By the 1900 games, female athletes could compete at the Olympics, but very few did. That’s because there were only a handful of sports open to them. Nonetheless, the first female Olympians paced the way for all the great women athletes to come, including the incredible Simone Biles.
9. Have Their Own Passport
Unmarried women were issued their own passports, but not married women. A married woman was given a joint passport with her husband because it was assumed that a married lady would never travel abroad without her husband. This practice also fell in line with the common belief that a woman did not have her own identity … that she was an extension of her husband.
When Ruth Hale petitioned the courts to get her own passport, the public was shocked. But it prompted other women to seek their own travel documents. By 1937, passport laws changed.
10. Be a Member of a Jury
Under the Constitution, a defendant had the right to be tried by a jury of their peers, but for much of U.S. history, a jury of one’s peers meant an all-male jury. In fact, the Supreme Court upheld the male-only jury pool mandate in 1879. Nearly two decades later, Utah became the first state to allow women to sit on juries.
The rest of the states were slow to catch on. Only 19 states permitted women to serve as jurors by 1927. In 1961, however, the Supreme Court found that Florida’s law exempting females from jury duty was unconstitutional. After that, the jury pool was open to men and women.

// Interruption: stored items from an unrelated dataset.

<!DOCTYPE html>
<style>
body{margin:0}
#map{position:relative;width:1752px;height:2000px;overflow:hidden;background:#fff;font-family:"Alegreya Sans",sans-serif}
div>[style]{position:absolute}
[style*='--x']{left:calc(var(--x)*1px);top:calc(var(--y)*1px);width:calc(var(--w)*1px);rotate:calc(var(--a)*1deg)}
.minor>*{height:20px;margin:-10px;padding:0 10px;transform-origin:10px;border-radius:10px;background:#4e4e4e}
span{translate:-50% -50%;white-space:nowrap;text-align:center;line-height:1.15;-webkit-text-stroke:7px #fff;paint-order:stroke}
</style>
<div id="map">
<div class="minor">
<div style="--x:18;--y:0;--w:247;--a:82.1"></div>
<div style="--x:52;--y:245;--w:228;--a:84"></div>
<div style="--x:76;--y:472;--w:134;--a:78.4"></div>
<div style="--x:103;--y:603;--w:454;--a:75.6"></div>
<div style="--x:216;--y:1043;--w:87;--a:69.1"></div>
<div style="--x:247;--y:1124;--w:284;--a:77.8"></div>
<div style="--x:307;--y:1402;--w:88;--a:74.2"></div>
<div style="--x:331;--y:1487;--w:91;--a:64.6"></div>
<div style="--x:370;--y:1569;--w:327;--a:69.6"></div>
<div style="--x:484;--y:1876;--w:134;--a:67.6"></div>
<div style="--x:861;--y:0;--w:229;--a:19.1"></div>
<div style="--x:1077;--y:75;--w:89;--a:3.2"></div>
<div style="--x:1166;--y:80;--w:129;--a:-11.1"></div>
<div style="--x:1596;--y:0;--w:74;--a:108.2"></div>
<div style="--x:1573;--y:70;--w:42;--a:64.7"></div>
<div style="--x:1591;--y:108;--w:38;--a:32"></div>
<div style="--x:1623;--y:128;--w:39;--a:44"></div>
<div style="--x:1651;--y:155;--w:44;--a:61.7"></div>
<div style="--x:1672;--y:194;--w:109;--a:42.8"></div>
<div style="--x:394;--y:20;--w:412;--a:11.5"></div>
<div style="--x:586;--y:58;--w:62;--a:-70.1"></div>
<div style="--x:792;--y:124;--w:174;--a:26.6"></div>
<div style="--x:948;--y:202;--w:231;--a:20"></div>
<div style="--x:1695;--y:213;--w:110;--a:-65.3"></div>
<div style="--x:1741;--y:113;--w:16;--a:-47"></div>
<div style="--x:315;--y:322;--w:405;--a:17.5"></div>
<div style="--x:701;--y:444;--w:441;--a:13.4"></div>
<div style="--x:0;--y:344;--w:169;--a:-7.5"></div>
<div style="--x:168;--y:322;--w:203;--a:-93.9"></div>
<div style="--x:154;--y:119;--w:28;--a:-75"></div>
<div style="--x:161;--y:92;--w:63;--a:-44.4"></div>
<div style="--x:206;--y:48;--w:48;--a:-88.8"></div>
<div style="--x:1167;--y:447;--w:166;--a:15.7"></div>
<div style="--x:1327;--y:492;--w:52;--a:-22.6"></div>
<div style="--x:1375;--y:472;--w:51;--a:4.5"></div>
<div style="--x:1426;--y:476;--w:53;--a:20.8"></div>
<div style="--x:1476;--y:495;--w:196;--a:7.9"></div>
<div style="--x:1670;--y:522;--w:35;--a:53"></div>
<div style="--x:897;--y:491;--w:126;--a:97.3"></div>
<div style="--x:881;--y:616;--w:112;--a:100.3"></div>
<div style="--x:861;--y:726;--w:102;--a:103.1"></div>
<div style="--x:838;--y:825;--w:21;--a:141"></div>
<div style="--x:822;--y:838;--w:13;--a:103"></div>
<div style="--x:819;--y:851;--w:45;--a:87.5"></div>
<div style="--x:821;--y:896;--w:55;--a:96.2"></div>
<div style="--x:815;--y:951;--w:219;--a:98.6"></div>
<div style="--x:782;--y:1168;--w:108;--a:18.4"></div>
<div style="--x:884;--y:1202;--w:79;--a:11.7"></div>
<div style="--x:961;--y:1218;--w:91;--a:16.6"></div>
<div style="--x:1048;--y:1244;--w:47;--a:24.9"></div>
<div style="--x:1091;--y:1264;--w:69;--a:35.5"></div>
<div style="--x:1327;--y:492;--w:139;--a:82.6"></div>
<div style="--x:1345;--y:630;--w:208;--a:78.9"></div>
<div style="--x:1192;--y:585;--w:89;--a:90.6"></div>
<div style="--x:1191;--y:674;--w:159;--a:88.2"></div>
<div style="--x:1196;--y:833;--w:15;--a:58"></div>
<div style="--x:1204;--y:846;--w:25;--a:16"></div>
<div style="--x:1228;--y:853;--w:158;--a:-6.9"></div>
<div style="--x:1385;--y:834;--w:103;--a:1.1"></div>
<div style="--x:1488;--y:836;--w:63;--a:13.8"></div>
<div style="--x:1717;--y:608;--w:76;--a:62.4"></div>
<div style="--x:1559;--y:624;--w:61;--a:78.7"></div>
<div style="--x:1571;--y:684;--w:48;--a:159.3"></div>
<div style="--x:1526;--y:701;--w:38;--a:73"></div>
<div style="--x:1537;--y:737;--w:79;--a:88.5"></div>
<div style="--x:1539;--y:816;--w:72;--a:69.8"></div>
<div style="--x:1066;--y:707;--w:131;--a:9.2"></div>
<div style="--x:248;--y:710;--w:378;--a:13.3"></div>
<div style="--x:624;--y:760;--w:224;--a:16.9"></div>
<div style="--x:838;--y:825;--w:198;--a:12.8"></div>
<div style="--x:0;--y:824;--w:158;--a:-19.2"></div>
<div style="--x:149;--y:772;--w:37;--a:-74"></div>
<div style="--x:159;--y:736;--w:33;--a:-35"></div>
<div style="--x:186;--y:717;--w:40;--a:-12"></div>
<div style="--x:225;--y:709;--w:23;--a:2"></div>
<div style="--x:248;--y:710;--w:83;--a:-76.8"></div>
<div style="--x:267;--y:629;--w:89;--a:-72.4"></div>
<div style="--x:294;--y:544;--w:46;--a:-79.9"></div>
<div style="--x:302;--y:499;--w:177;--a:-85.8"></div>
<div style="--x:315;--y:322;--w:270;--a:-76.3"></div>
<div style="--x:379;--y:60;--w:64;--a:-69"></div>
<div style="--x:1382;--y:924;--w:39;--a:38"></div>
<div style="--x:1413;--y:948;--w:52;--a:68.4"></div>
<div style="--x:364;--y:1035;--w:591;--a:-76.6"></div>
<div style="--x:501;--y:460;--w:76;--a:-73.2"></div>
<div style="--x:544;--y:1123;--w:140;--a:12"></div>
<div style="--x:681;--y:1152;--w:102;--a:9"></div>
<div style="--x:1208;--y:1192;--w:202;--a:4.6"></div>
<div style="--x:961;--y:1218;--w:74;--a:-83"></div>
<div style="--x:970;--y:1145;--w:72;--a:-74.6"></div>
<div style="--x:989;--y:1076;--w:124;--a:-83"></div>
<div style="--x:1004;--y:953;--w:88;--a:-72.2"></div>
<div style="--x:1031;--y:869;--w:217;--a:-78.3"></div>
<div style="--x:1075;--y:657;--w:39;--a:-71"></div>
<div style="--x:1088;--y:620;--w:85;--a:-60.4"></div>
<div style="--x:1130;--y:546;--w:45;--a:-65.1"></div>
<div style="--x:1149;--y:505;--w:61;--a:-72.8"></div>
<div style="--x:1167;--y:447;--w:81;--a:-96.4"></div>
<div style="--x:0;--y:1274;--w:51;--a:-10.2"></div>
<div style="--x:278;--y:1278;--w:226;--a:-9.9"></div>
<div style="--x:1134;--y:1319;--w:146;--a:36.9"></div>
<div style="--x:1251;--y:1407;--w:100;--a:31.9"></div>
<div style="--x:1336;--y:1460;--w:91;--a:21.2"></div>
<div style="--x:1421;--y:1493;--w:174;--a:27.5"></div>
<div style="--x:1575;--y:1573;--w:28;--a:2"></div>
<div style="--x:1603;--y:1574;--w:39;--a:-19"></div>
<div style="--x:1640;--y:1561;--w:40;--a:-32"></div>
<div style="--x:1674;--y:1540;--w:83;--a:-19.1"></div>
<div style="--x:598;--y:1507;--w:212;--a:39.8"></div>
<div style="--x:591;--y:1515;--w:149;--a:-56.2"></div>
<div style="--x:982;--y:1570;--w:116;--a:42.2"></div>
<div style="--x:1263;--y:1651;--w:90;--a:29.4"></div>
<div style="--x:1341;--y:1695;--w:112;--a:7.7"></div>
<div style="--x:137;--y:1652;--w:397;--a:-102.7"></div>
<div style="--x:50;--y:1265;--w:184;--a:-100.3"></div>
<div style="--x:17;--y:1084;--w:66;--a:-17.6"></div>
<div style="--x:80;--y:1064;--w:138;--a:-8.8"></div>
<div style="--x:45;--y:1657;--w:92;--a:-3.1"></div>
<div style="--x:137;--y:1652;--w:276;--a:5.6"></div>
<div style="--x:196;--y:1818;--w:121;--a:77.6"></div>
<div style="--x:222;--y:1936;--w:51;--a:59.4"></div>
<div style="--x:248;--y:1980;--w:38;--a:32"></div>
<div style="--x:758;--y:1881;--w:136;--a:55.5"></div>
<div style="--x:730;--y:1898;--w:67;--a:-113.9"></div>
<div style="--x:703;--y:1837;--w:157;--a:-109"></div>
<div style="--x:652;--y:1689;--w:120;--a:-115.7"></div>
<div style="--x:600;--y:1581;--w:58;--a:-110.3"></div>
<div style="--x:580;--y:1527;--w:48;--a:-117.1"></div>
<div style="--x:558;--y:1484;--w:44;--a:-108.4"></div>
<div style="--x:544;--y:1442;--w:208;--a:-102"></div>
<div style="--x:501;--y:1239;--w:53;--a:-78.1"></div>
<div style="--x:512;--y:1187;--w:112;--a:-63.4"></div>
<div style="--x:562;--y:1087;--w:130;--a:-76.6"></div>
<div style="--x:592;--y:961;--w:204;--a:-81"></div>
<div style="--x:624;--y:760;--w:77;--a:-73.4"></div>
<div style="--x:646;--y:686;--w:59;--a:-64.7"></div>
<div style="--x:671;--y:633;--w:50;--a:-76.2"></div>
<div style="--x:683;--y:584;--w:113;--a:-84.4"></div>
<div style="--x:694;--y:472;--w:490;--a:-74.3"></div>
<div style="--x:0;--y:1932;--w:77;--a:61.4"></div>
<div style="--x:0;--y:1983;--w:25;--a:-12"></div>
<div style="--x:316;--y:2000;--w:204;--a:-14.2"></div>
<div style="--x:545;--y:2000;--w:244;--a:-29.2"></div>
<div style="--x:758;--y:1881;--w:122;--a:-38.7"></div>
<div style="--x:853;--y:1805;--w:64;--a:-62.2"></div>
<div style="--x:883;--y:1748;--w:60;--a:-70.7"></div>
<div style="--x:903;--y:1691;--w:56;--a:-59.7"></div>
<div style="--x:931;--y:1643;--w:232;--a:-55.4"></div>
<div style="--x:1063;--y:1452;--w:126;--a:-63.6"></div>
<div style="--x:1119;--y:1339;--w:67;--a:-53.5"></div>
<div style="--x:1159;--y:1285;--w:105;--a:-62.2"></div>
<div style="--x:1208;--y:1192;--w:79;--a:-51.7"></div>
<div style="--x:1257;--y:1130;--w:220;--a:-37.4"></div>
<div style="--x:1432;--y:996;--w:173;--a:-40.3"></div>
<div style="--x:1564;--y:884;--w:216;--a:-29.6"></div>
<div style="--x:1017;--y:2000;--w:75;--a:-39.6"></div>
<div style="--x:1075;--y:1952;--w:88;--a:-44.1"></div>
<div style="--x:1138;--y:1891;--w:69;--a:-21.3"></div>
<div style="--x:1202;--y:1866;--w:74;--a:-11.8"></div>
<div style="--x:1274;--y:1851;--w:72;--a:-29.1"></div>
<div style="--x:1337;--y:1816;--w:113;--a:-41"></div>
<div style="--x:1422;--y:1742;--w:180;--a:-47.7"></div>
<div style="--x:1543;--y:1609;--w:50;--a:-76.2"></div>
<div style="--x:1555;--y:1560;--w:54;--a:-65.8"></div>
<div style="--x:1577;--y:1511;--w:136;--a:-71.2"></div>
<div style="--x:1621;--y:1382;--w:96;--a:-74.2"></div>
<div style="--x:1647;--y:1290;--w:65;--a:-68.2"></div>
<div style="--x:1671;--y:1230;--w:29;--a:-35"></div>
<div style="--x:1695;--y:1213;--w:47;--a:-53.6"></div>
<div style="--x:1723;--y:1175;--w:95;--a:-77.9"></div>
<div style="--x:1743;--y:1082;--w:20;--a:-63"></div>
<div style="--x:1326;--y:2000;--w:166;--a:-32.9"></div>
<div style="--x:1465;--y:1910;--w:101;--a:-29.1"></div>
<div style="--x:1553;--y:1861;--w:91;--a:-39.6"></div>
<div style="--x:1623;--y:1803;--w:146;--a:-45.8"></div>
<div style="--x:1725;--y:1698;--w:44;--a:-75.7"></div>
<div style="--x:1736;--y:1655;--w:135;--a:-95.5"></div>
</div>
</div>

11. Being a Married Women Who Owned Property
Remember the whole “women belonged to their husbands” mentality that was prevalent throughout the 1800s and into the early 1900s? Because of this, any property that a woman owned prior to her marriage automatically transferred to her husband’s ownership as soon as she said, “I do.”
The Married Women’s Property Act of 1848 stated that a wife had just as much right to own property as an unmarried woman. This was a revolutionary concept at the time. By 1900, all U.S. states had this law on the books, but many wives still hesitated to defy their husbands when it came to property ownership.
12. Serve in the Military
During wartimes, women were often called upon to assist, serving as nurses and cooks when needed. But these were either civilian jobs or volunteer positions. The U.S. military did not allow women to join its ranks as active members.
During World War II, however, the military desperately needed help. It called upon women to serve in noncombat positions. The Women’s Army Corps, called WAC, was established in 1948. WAC members were true active military members who earned benefits, were stationed overseas, and earned ranks.
13. File for Divorce
In the United States, divorce laws vary by state to state. Many years ago, those laws did not favor women. In some states, women could not initiate divorce proceedings. Others have rules and perimeters in place to prevent women from seeking a divorce on a whim … because that’s what men thought would happen.
Sadly, divorce laws of the past did little to protect women living in domestic violence situations, in part because the laws did not recognize spousal abuse as a criminal act. Each state actually had rules in place stating how many times a man could beat his wife before she could legally file to end her marriage.